Stored data:
----------

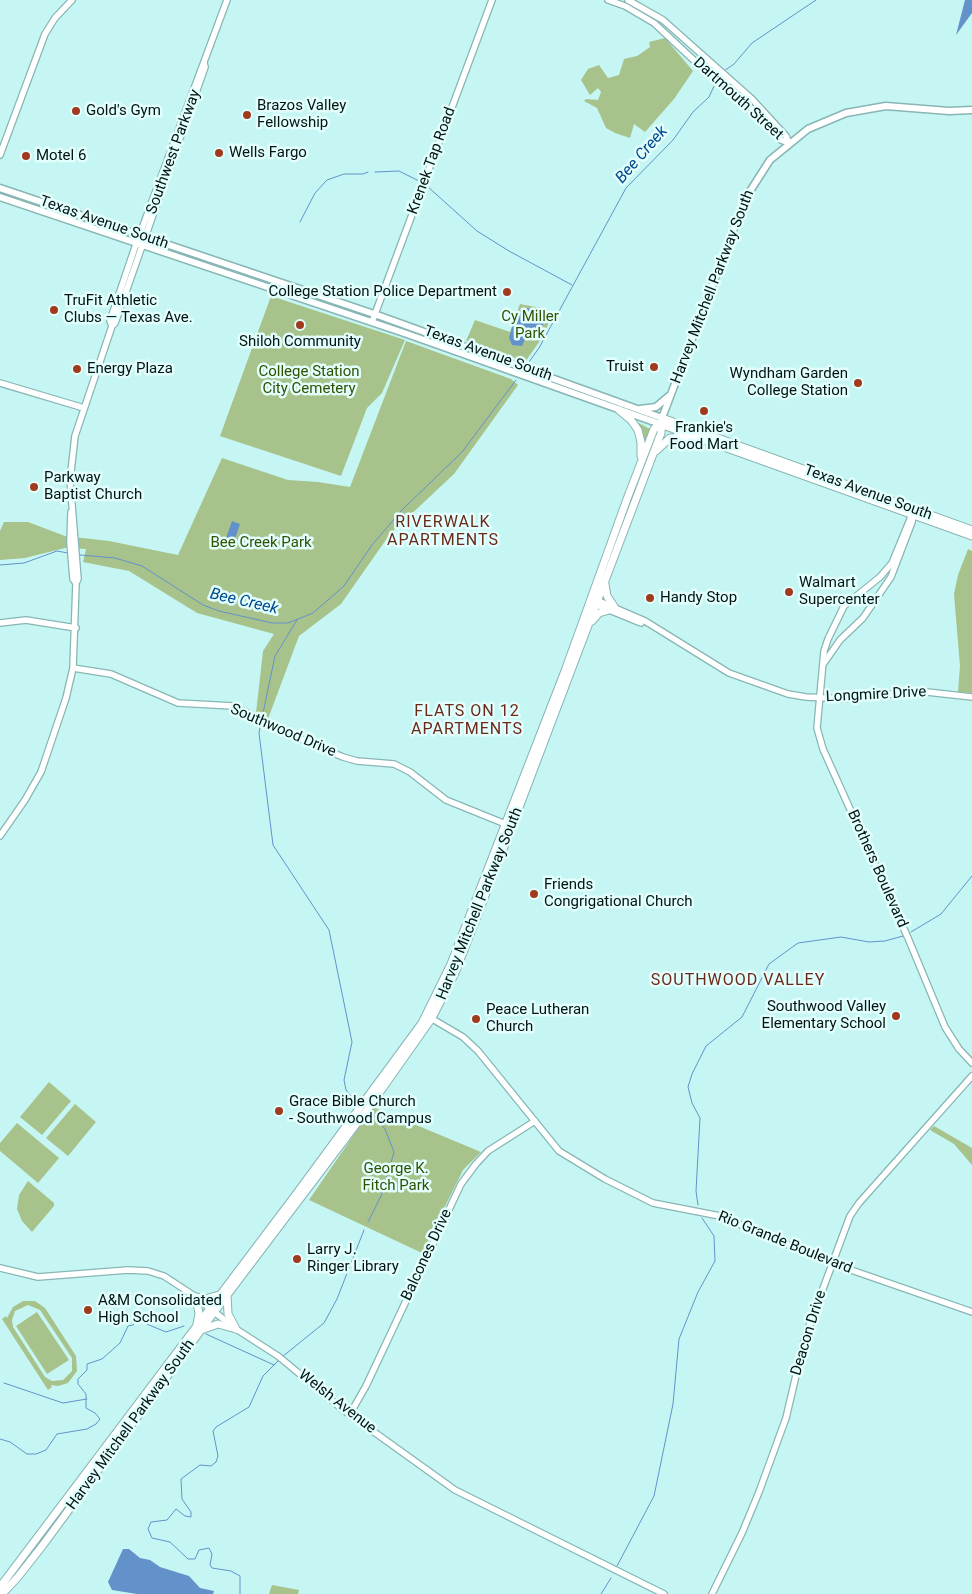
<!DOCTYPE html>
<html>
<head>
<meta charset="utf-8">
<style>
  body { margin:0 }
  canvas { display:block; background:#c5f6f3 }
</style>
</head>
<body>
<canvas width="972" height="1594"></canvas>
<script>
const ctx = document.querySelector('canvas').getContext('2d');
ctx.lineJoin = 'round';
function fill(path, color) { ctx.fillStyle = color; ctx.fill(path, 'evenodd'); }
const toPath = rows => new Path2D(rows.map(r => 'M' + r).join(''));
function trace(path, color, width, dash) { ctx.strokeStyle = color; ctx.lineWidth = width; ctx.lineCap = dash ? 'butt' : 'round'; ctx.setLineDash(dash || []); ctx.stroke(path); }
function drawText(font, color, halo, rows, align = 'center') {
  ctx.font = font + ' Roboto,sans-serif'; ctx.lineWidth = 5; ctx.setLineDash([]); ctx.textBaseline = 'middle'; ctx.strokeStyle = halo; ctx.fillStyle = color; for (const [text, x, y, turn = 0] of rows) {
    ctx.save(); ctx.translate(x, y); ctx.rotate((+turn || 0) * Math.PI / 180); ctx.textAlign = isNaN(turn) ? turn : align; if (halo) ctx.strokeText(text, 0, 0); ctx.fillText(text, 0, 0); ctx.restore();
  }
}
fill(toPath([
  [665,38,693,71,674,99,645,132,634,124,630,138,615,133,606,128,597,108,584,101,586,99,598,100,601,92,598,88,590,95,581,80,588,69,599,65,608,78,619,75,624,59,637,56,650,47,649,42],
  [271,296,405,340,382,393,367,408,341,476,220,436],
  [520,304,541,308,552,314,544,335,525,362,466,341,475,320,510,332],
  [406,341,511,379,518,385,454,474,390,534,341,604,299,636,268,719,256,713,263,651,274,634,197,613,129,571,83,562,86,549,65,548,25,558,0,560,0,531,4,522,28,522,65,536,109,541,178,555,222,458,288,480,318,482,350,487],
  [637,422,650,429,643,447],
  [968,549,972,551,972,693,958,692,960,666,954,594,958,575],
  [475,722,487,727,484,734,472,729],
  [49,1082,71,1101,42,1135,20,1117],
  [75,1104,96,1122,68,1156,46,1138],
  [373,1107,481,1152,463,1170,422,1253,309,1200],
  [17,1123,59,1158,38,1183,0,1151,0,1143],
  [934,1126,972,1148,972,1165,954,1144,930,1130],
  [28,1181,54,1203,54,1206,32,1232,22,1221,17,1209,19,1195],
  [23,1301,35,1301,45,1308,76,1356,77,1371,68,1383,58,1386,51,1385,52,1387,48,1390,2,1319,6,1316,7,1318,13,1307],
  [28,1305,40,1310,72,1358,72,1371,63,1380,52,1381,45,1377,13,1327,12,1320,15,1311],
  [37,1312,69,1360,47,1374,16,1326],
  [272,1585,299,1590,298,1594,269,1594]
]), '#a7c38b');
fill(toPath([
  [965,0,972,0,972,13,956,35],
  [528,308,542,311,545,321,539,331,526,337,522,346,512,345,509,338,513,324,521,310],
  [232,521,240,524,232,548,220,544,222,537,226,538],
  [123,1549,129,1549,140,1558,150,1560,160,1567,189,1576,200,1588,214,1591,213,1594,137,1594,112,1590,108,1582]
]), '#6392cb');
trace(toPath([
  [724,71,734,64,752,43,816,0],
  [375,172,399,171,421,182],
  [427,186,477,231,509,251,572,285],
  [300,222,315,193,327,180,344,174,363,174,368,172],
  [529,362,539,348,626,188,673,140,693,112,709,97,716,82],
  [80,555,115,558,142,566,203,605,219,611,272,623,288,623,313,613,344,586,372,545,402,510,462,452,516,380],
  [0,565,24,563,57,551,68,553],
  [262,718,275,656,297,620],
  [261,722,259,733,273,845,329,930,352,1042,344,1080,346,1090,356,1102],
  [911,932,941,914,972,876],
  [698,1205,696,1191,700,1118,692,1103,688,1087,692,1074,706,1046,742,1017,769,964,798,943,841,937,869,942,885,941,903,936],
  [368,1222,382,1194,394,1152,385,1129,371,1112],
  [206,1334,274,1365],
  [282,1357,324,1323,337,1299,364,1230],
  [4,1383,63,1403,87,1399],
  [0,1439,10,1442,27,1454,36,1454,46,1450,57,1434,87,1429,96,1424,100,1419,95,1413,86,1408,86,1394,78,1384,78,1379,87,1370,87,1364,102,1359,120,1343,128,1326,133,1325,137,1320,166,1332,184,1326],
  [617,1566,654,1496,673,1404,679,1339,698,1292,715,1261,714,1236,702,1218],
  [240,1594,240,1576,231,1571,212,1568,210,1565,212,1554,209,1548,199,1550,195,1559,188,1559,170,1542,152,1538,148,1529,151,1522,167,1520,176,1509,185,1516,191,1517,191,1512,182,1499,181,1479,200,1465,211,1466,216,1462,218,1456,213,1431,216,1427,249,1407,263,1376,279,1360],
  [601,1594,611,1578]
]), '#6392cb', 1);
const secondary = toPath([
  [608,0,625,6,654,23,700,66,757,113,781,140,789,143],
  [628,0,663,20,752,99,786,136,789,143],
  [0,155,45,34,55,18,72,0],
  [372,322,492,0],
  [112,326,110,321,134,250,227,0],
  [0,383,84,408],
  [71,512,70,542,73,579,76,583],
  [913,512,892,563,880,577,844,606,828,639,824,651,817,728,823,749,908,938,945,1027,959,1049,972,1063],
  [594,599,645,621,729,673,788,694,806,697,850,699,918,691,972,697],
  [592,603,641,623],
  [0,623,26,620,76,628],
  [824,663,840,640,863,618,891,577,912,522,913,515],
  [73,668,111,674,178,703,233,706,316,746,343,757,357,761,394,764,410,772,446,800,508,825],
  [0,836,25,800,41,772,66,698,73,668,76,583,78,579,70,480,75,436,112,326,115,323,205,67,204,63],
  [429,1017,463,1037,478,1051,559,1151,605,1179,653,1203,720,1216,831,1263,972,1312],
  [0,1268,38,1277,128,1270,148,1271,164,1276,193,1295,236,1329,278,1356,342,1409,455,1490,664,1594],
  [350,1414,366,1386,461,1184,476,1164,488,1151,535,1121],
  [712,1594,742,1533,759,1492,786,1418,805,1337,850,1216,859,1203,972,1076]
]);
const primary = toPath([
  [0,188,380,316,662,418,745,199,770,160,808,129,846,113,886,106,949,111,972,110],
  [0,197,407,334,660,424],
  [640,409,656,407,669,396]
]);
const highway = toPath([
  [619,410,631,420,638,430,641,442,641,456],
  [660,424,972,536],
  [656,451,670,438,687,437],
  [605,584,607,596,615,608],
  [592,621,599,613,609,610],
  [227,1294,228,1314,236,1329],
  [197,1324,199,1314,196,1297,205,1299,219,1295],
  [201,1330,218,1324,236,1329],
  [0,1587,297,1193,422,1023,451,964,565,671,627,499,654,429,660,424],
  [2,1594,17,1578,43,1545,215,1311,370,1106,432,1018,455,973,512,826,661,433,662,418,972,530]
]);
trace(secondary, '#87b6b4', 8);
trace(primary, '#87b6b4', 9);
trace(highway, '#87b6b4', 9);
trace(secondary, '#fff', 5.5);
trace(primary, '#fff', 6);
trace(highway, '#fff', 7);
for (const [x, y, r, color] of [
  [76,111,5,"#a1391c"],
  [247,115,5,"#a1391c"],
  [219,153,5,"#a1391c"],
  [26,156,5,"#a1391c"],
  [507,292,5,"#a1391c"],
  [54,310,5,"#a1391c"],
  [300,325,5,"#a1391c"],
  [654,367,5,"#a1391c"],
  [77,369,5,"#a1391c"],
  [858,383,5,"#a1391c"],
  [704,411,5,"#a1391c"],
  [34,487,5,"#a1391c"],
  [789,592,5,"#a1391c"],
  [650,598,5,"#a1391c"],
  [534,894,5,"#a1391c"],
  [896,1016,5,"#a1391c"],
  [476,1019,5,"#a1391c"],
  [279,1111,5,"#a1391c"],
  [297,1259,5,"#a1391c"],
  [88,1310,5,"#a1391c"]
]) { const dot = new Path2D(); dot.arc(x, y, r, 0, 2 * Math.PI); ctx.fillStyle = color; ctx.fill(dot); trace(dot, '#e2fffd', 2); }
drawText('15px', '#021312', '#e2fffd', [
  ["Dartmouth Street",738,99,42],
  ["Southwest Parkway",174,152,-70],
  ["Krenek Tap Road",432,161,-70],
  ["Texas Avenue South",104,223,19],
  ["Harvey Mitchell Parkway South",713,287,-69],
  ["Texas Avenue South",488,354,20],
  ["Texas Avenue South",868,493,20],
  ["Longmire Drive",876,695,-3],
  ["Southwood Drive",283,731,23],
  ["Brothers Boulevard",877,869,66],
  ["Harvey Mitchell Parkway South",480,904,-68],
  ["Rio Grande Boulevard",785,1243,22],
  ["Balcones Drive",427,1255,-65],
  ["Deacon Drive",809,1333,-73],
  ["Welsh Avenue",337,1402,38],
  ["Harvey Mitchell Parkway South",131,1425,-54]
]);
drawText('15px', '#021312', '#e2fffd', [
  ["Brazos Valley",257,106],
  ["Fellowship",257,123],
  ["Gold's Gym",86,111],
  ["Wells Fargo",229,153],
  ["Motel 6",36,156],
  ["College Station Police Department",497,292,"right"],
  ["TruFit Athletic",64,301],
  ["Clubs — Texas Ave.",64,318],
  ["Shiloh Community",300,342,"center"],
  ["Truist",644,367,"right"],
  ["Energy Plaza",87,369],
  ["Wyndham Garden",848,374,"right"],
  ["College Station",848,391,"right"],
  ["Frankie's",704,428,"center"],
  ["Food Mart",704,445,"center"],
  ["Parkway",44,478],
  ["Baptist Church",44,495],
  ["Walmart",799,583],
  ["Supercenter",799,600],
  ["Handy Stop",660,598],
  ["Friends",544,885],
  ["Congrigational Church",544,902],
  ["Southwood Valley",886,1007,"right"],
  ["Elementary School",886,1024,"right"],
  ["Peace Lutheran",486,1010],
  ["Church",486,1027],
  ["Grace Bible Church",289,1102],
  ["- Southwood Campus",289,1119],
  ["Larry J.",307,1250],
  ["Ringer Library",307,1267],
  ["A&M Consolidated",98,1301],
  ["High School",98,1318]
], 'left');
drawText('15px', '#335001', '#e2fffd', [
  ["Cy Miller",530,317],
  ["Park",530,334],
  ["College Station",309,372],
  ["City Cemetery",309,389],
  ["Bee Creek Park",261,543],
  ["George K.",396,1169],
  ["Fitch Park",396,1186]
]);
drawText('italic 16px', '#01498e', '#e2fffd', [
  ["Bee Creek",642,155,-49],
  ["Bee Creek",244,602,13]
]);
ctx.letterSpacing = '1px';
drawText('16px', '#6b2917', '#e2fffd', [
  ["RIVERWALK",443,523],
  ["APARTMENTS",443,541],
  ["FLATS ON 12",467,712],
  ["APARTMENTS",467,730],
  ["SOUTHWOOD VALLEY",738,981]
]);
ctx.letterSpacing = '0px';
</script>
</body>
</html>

----------

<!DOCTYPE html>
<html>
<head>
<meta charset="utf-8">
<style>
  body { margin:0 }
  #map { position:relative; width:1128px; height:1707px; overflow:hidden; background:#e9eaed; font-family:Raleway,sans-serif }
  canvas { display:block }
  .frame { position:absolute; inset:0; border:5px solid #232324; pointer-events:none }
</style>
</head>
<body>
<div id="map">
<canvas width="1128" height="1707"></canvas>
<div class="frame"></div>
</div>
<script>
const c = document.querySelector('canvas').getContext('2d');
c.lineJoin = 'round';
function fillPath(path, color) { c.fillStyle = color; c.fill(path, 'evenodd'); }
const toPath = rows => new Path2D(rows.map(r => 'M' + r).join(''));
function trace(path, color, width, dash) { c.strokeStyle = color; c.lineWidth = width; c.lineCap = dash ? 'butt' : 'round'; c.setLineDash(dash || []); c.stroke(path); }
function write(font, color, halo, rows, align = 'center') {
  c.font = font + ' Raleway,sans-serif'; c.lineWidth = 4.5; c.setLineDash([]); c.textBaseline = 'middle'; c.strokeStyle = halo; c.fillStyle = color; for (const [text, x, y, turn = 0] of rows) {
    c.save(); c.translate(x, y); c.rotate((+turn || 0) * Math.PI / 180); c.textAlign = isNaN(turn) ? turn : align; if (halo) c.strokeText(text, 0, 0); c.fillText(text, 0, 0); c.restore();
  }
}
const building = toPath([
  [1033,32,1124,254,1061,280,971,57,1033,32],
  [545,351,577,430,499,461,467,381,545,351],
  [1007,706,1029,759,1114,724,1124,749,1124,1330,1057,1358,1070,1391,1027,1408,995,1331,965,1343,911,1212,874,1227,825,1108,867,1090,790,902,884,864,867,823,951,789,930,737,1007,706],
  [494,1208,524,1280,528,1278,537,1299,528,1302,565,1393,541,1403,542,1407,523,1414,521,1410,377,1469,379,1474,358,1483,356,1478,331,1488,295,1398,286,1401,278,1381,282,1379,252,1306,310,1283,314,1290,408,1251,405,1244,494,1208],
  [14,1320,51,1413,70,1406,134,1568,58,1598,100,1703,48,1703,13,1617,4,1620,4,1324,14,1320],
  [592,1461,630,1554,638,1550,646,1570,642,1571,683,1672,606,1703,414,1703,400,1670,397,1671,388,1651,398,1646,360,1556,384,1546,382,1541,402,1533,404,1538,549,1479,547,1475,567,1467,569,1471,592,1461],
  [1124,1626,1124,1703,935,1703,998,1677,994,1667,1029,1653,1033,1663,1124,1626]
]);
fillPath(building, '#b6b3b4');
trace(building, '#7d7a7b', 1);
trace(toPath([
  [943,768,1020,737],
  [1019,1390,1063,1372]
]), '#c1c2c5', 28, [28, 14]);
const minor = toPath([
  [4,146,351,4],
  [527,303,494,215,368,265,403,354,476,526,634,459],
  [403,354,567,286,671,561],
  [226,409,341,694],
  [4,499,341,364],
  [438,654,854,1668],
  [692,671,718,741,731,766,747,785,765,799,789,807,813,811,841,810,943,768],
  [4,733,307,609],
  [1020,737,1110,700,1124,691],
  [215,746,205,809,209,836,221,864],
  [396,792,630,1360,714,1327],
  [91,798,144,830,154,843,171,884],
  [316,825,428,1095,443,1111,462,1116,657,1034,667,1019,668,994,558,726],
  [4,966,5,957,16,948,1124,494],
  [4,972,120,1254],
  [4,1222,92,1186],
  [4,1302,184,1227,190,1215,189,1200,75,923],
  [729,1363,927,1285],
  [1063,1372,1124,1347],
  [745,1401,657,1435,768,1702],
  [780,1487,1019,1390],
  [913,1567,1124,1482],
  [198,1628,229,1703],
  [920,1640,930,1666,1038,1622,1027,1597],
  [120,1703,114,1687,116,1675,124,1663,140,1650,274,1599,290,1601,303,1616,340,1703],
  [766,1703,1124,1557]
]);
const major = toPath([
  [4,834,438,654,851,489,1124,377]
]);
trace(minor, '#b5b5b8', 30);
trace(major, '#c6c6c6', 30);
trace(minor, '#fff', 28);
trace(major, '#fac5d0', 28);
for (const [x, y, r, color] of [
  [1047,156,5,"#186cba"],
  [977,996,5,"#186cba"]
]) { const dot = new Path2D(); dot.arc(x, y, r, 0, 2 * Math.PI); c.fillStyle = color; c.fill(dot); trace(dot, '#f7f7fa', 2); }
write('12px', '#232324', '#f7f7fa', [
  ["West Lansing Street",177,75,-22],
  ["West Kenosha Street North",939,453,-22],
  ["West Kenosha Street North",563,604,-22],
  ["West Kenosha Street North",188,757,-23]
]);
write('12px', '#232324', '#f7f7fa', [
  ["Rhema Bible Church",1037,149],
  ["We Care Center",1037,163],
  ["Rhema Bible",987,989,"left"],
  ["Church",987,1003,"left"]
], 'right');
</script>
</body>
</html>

----------

* [What is expected]: The expected answer is an exact copy of the lines above, beginning at the line with "c.lineJoin = 'round';" and ending at the line with "c.strokeStyle = color;", with both ends in.

* [Your response]:
c.lineJoin = 'round';
function fillPath(path, color) { c.fillStyle = color; c.fill(path, 'evenodd'); }
const toPath = rows => new Path2D(rows.map(r => 'M' + r).join(''));
function trace(path, color, width, dash) { c.strokeStyle = color; c.lineWidth = width; c.lineCap = dash ? 'butt' : 'round'; c.setLineDash(dash || []); c.stroke(path); }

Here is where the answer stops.